• _Exercise objective_
Gather each line of the records where "tools" appears.

• _Given records_
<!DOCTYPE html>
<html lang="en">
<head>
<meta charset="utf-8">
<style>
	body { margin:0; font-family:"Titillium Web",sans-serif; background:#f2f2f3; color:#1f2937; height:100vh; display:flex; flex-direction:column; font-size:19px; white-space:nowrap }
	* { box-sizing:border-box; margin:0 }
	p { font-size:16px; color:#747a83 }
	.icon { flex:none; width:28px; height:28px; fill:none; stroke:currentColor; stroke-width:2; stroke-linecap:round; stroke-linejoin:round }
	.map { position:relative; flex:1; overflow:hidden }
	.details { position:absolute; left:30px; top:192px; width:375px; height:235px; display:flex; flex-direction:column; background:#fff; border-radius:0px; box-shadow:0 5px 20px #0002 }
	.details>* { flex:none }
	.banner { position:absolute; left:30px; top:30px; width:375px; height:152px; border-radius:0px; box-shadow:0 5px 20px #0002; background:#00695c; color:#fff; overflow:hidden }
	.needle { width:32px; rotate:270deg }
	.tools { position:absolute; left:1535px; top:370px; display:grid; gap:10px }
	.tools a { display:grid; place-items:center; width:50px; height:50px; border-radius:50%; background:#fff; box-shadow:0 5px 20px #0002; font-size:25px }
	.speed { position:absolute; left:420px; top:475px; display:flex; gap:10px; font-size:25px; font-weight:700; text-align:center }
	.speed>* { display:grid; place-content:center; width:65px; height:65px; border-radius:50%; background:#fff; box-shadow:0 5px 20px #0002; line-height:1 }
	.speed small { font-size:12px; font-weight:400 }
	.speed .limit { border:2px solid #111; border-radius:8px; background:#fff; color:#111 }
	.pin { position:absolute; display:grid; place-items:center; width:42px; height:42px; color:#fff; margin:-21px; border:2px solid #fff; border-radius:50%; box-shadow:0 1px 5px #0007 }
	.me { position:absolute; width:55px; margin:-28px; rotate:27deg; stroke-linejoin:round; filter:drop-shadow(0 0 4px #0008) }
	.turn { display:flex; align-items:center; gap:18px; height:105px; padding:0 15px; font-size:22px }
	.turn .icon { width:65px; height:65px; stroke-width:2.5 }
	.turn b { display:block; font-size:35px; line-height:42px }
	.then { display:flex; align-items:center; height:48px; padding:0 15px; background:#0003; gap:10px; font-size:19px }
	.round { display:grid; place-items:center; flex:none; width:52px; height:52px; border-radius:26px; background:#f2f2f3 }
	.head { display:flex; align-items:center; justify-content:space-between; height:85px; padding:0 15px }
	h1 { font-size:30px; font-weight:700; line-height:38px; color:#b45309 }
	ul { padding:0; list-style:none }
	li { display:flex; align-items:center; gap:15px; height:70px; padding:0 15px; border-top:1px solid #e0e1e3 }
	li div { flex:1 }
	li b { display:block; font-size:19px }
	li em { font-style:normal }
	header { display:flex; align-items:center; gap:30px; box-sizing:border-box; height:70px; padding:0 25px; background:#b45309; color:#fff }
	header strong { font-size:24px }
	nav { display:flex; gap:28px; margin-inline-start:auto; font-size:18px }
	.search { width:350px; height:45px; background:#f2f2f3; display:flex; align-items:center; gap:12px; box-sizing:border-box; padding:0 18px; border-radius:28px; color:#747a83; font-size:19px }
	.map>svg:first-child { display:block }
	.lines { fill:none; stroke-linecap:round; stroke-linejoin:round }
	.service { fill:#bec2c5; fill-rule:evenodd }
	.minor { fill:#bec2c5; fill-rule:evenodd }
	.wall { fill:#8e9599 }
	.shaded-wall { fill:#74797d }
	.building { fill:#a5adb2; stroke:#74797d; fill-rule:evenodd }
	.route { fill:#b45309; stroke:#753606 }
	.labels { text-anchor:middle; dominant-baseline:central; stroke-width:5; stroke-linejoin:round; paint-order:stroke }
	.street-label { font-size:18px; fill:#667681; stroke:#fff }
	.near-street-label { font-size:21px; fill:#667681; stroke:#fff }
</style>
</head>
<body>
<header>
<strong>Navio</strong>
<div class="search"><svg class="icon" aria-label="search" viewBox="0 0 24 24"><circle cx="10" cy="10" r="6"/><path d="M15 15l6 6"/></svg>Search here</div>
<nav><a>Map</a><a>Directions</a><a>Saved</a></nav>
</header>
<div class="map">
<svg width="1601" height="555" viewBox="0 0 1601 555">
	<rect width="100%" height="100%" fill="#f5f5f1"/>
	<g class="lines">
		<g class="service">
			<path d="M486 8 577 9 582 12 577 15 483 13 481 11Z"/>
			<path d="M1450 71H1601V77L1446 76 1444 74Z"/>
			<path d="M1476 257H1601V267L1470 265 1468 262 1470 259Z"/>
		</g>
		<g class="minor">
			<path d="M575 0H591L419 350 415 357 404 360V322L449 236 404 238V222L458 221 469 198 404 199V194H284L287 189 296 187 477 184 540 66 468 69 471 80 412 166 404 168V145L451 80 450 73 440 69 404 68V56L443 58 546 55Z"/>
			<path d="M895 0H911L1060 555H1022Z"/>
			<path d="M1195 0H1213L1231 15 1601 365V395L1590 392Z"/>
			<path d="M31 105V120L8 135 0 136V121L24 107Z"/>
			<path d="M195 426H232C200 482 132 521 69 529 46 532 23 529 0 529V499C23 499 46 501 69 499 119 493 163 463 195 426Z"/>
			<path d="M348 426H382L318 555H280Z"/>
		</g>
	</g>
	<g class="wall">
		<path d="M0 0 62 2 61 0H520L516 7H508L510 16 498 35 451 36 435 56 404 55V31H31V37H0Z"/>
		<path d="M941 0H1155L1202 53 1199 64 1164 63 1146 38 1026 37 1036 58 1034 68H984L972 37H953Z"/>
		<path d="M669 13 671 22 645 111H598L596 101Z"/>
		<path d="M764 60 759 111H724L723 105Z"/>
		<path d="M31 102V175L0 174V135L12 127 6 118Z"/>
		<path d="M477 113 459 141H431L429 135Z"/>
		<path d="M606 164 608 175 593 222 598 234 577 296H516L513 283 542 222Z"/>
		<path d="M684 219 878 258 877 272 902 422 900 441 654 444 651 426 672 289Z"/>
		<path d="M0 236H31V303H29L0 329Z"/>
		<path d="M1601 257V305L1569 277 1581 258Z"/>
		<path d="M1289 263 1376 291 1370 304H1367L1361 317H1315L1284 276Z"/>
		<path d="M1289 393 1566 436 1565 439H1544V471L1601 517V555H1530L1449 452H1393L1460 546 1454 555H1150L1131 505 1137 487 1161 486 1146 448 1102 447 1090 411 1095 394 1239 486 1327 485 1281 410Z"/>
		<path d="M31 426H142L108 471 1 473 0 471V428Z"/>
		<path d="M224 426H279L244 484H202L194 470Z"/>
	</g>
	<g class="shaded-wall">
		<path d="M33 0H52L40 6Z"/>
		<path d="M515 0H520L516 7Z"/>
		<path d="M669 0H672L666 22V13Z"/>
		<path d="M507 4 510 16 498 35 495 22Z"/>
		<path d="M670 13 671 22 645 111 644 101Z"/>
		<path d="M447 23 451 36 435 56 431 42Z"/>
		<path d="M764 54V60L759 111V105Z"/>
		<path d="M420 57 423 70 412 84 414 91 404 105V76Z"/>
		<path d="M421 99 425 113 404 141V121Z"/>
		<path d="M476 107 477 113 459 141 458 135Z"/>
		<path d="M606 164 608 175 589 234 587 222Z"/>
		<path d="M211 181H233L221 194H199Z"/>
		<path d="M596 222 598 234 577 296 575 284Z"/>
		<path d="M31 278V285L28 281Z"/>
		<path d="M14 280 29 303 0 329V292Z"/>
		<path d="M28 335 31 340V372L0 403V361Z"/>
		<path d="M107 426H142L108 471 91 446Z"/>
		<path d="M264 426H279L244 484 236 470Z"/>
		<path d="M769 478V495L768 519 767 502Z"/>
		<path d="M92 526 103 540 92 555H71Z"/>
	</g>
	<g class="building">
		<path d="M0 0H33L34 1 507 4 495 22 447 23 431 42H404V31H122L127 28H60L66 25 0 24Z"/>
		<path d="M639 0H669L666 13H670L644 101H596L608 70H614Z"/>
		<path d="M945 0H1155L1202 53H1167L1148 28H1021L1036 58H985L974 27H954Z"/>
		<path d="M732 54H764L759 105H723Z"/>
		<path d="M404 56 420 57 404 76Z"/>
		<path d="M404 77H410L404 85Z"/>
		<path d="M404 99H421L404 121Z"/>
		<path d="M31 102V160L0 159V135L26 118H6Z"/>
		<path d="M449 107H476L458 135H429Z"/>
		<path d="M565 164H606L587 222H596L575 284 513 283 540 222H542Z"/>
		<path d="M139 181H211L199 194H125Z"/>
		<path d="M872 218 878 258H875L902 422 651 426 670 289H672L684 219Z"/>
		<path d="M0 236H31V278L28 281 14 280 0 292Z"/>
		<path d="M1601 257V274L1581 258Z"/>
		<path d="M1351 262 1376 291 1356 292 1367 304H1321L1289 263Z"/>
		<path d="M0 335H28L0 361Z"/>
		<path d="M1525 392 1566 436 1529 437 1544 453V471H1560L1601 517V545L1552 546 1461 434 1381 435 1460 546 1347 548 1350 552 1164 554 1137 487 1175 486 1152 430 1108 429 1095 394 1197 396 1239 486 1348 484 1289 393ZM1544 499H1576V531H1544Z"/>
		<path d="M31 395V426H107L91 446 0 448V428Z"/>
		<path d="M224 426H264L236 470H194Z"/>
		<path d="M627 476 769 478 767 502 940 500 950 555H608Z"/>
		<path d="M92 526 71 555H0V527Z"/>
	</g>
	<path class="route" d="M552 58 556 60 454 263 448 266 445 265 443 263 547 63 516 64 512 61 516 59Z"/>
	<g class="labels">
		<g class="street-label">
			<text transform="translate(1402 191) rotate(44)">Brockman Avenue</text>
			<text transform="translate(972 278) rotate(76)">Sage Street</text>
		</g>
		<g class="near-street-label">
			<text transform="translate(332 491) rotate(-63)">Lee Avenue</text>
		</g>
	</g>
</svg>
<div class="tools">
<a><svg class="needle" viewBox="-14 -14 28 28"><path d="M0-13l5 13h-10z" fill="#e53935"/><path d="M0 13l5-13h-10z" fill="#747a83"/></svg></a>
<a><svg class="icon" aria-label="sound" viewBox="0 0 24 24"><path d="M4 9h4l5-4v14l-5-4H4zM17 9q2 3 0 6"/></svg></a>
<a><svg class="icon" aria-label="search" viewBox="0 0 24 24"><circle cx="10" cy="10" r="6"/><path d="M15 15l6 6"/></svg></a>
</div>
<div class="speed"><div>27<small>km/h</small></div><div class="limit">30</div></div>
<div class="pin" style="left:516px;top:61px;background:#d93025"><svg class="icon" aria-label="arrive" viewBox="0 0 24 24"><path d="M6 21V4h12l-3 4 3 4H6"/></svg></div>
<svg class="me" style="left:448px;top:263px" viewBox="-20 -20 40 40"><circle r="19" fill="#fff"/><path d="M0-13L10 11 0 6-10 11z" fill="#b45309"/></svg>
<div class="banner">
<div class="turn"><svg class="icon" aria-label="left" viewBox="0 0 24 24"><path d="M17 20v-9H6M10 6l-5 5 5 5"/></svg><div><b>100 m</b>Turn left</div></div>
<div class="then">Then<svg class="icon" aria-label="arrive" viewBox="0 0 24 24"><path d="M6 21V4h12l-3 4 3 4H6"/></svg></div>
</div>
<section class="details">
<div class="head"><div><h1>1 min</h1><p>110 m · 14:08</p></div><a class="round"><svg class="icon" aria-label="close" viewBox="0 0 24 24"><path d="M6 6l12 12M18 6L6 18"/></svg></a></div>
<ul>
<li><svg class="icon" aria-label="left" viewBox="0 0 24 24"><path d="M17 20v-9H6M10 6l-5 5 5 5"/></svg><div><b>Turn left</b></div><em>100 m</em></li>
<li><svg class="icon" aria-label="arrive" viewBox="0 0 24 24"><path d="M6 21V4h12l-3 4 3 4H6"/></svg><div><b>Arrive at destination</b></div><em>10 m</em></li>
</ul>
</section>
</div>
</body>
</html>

==

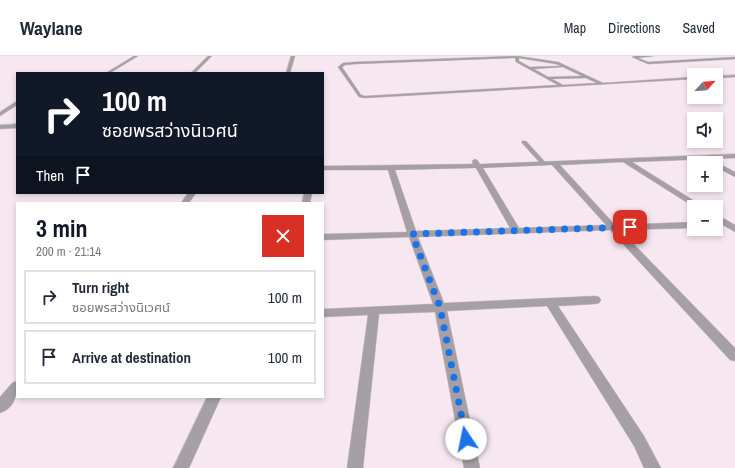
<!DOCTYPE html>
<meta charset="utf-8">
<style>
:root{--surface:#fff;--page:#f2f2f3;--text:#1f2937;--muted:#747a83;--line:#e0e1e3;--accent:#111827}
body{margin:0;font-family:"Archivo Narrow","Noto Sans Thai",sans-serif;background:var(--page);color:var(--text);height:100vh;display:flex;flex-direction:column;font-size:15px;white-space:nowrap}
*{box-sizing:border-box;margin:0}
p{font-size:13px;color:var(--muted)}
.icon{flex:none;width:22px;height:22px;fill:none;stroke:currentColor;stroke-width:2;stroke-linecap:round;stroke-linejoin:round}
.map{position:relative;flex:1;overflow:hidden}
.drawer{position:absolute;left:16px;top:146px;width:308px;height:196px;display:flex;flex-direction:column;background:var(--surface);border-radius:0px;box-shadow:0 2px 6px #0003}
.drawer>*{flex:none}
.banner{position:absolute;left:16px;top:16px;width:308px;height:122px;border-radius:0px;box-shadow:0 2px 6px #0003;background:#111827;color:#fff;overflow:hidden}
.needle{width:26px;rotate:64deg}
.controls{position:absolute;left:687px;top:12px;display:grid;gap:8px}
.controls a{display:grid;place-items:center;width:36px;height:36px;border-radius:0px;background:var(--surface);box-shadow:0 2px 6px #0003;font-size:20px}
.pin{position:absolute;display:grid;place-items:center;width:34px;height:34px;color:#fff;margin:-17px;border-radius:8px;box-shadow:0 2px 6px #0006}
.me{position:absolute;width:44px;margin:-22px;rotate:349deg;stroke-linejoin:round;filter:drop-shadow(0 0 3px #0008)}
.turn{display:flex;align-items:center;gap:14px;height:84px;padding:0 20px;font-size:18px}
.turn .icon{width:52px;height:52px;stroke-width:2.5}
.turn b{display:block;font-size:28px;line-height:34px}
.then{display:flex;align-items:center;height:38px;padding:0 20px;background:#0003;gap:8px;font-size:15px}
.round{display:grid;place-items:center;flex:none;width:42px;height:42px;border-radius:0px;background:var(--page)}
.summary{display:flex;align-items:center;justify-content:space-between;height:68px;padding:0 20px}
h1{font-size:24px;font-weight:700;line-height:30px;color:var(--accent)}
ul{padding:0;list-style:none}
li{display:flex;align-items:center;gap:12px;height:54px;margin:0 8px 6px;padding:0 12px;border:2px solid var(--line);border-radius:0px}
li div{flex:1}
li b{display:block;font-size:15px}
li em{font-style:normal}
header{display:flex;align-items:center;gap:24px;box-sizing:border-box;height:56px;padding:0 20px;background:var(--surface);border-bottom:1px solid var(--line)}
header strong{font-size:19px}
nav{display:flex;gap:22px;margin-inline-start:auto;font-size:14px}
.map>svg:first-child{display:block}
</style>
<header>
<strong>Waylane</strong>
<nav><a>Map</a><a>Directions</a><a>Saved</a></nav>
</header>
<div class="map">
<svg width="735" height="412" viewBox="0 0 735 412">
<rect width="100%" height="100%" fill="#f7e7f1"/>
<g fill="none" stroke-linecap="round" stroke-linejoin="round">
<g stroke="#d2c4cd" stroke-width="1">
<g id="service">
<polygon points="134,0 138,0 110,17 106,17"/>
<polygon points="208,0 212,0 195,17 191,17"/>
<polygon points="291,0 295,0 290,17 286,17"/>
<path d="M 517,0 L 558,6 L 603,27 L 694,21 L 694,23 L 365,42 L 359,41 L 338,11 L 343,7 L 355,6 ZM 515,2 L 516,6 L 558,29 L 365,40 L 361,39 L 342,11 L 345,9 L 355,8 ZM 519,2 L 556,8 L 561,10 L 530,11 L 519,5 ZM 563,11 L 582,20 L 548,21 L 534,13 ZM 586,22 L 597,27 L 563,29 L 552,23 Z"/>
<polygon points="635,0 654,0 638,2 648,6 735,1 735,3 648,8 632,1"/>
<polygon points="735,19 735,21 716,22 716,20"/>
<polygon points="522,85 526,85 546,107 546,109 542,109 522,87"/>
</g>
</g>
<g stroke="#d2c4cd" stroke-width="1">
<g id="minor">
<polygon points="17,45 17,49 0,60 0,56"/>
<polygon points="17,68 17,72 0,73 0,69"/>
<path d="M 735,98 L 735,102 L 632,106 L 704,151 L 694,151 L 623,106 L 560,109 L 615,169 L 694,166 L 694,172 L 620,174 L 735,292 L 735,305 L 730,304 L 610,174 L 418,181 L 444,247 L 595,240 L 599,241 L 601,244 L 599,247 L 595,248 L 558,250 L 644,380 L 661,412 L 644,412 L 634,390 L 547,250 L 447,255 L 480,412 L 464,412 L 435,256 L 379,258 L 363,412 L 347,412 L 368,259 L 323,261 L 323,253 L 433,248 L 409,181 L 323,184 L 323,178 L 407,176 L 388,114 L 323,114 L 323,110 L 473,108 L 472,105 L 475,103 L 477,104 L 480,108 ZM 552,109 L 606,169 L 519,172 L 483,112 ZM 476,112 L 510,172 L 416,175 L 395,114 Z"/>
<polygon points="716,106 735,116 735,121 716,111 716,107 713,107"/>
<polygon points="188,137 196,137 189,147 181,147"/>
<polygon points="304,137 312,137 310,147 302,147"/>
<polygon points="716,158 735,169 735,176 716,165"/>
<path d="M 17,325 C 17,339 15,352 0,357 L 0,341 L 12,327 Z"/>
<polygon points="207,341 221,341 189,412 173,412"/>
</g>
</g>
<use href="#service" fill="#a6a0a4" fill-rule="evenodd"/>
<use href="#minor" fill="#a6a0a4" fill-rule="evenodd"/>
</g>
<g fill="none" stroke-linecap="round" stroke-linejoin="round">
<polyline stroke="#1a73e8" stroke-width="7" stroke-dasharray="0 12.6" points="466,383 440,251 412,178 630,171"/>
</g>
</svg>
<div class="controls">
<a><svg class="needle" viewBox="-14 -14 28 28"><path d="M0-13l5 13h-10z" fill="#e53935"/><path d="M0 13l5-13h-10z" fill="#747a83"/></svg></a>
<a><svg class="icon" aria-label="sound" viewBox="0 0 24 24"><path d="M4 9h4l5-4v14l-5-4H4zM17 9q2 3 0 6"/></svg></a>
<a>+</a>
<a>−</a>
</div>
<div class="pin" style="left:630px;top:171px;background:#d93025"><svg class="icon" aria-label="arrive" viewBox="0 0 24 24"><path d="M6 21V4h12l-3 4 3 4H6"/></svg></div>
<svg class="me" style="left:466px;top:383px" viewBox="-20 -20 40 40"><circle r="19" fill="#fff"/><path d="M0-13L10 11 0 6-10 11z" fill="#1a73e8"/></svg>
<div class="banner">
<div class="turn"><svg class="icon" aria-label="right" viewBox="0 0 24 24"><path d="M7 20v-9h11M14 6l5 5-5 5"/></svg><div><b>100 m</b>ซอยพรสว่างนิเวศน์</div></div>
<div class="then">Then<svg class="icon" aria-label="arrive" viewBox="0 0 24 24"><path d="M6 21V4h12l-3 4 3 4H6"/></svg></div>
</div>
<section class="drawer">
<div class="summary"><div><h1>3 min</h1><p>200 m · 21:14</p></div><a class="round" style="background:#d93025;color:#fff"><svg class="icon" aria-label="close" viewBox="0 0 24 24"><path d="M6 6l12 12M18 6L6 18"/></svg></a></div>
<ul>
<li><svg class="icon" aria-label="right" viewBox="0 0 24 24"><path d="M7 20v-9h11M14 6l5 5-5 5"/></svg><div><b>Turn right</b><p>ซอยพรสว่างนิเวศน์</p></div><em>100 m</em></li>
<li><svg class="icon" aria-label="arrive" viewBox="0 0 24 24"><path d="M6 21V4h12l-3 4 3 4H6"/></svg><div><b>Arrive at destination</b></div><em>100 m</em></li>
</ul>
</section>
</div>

• _Response to the exercise_
	.tools { position:absolute; left:1535px; top:370px; display:grid; gap:10px }
	.tools a { display:grid; place-items:center; width:50px; height:50px; border-radius:50%; background:#fff; box-shadow:0 5px 20px #0002; font-size:25px }
<div class="tools">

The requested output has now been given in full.